Source data:
▼

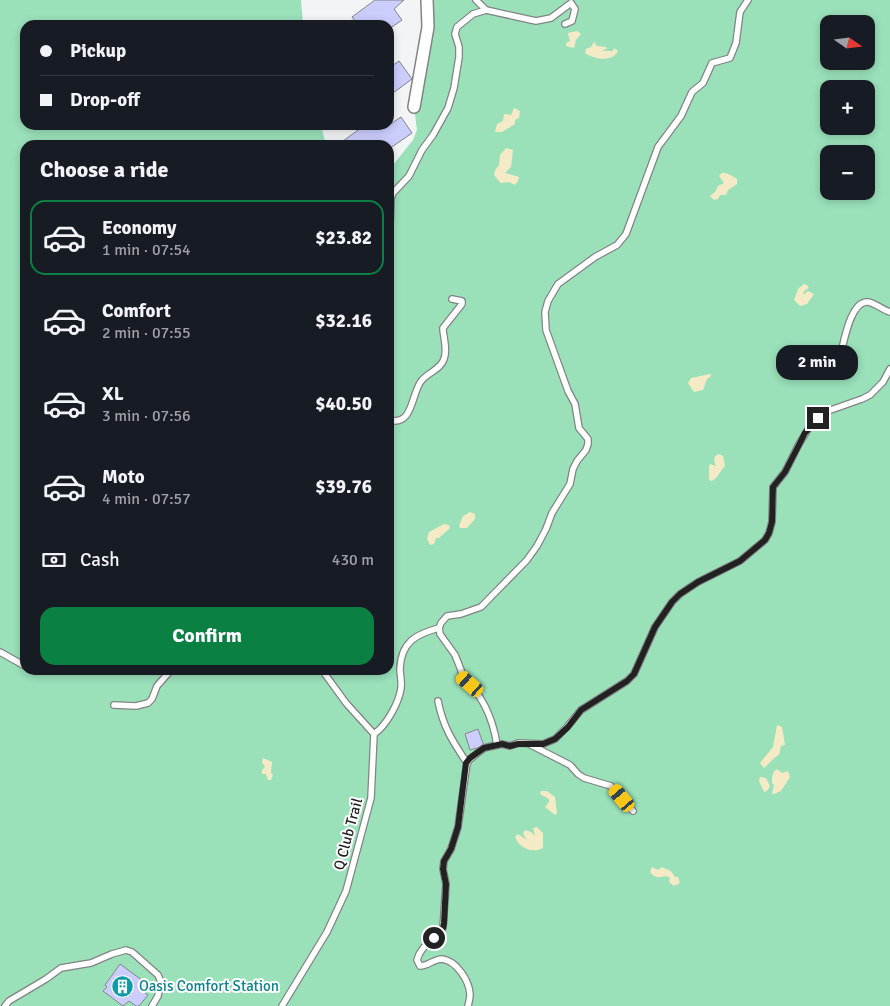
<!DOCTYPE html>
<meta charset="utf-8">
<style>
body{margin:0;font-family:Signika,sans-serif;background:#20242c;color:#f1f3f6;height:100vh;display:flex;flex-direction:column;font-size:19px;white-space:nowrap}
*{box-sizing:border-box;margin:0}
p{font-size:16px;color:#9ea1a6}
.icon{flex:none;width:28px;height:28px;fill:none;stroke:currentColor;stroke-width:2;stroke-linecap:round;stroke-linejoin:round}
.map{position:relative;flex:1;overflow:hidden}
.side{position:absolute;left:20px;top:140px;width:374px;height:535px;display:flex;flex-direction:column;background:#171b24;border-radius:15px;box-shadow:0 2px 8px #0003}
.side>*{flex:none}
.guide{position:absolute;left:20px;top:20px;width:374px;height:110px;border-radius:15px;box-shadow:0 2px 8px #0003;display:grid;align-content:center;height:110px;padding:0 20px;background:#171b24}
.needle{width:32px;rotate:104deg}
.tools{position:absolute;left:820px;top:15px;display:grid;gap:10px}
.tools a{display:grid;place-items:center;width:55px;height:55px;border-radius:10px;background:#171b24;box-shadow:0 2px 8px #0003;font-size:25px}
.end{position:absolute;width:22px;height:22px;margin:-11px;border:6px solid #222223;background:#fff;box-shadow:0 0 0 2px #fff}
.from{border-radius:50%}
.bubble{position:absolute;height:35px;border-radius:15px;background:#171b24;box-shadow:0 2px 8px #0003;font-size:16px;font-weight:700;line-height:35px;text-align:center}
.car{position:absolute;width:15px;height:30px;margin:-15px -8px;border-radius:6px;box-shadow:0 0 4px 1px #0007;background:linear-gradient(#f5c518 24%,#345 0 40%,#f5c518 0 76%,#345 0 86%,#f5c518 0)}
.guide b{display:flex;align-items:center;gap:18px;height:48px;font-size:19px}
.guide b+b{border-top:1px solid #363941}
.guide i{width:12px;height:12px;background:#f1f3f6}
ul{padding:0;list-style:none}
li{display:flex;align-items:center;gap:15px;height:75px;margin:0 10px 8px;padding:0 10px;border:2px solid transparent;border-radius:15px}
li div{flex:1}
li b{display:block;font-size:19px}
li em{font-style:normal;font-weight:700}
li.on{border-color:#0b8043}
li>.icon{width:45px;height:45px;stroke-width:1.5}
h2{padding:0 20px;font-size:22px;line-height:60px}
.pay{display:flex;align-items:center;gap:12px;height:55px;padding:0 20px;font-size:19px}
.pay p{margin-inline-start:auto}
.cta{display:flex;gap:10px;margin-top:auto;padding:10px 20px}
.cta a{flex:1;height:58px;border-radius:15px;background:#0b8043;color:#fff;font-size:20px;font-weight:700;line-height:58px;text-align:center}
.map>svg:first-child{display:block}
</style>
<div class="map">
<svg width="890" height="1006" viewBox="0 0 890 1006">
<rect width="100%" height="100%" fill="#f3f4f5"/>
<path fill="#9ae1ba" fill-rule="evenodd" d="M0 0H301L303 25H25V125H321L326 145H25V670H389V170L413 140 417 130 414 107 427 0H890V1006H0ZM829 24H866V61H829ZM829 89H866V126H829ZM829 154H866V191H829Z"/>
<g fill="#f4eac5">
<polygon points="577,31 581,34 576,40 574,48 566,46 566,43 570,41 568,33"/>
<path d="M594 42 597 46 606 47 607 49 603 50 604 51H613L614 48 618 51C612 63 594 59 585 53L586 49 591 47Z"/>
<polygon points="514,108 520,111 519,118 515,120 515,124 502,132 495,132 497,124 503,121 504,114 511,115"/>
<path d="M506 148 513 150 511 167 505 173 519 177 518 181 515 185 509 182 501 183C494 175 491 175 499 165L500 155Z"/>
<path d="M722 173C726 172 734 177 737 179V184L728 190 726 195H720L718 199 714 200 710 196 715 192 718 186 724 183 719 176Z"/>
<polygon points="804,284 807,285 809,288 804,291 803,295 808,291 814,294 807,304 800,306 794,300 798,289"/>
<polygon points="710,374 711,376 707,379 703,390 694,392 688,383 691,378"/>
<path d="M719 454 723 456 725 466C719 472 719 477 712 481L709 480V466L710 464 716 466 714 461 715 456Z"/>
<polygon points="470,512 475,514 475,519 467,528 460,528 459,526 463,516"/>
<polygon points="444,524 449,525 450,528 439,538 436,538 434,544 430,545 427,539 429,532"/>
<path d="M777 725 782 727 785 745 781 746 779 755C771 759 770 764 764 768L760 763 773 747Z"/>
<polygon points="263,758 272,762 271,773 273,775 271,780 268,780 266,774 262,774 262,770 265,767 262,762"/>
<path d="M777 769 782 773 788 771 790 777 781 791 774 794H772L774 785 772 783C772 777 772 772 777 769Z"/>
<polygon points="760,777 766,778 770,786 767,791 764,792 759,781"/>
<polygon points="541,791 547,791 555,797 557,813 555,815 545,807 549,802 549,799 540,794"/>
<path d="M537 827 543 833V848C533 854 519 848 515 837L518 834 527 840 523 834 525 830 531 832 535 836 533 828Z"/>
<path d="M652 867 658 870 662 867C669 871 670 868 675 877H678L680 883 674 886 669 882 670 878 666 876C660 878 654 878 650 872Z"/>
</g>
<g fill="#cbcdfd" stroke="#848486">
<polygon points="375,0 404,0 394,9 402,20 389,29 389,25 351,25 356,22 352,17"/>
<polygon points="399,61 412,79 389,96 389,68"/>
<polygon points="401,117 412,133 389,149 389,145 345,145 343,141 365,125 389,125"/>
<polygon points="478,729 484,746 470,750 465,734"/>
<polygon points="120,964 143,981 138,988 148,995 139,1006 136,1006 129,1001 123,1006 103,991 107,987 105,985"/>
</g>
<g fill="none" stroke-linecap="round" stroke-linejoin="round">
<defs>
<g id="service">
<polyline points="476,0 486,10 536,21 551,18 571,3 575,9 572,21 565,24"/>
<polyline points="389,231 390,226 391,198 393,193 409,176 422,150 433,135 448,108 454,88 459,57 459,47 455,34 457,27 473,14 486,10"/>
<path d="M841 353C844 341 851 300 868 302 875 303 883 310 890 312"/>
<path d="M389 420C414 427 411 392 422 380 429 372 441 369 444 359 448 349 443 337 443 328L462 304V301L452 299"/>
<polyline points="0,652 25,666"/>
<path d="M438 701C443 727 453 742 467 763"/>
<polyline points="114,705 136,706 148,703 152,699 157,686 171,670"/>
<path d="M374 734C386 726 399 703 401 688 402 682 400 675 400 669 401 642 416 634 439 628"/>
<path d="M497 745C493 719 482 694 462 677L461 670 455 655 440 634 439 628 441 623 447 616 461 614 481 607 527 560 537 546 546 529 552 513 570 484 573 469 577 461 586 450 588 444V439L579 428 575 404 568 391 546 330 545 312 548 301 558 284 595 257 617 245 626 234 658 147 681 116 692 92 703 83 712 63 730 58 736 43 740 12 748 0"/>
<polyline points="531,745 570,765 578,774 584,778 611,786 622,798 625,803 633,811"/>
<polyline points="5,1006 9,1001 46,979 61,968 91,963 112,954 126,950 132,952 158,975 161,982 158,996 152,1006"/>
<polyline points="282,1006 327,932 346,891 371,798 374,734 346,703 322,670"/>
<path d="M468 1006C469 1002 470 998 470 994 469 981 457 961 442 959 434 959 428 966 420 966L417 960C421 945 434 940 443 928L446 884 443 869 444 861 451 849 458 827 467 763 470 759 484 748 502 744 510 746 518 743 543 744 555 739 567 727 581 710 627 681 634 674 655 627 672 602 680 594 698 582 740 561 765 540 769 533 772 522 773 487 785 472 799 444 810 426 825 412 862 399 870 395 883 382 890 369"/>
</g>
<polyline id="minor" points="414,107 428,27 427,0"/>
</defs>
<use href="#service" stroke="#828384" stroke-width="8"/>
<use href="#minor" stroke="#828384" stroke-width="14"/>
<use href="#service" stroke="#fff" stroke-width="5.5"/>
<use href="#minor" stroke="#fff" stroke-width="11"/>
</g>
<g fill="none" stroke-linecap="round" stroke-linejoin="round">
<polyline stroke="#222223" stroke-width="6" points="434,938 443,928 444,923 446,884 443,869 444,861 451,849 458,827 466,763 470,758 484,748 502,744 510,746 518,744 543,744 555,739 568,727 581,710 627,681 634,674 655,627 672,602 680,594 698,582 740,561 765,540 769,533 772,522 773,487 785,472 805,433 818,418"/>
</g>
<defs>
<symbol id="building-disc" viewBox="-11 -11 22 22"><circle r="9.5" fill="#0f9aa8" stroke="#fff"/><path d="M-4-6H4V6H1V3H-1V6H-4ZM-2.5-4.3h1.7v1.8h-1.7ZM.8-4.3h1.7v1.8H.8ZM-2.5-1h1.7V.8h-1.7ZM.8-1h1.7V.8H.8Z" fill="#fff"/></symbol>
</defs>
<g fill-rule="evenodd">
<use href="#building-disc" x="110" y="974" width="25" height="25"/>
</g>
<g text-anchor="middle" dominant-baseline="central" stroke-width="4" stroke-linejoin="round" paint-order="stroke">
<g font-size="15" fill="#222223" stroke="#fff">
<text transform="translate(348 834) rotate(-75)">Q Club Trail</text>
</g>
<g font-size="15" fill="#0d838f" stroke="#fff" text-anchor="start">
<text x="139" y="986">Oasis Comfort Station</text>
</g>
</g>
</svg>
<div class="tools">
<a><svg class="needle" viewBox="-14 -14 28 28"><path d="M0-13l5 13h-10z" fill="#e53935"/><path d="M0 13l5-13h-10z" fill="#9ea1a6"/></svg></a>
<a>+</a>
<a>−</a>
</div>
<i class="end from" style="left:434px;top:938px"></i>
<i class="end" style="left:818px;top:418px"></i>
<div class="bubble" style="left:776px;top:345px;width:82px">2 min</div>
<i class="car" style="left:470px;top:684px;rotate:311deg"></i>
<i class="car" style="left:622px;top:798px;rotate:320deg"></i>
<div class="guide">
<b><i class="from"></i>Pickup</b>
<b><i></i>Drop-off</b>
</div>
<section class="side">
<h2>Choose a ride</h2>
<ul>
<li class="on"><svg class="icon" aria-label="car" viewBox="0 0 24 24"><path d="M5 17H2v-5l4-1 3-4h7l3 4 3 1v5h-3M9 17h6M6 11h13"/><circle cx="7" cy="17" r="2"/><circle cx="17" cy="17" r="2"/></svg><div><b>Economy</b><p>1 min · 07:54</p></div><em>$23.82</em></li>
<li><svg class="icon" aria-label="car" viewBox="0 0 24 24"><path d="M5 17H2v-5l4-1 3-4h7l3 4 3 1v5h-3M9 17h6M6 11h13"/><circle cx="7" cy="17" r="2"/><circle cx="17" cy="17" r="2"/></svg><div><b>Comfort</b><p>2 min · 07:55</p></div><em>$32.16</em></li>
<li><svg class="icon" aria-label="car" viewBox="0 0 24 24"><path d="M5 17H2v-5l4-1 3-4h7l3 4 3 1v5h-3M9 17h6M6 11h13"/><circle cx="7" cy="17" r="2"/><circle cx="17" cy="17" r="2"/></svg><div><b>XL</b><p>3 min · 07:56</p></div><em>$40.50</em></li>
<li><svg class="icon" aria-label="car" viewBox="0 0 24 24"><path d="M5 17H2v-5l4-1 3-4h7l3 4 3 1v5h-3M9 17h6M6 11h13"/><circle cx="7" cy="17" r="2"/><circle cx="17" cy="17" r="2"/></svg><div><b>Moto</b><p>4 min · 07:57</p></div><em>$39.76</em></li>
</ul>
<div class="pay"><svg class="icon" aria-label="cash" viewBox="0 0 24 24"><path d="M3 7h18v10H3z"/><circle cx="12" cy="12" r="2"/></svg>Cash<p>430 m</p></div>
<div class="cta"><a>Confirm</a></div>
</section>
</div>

▲

Looking at the entries above, how many lines contain the word "none"? Answer with the number alone.

#### ANSWER TO THIS EXERCISE:
5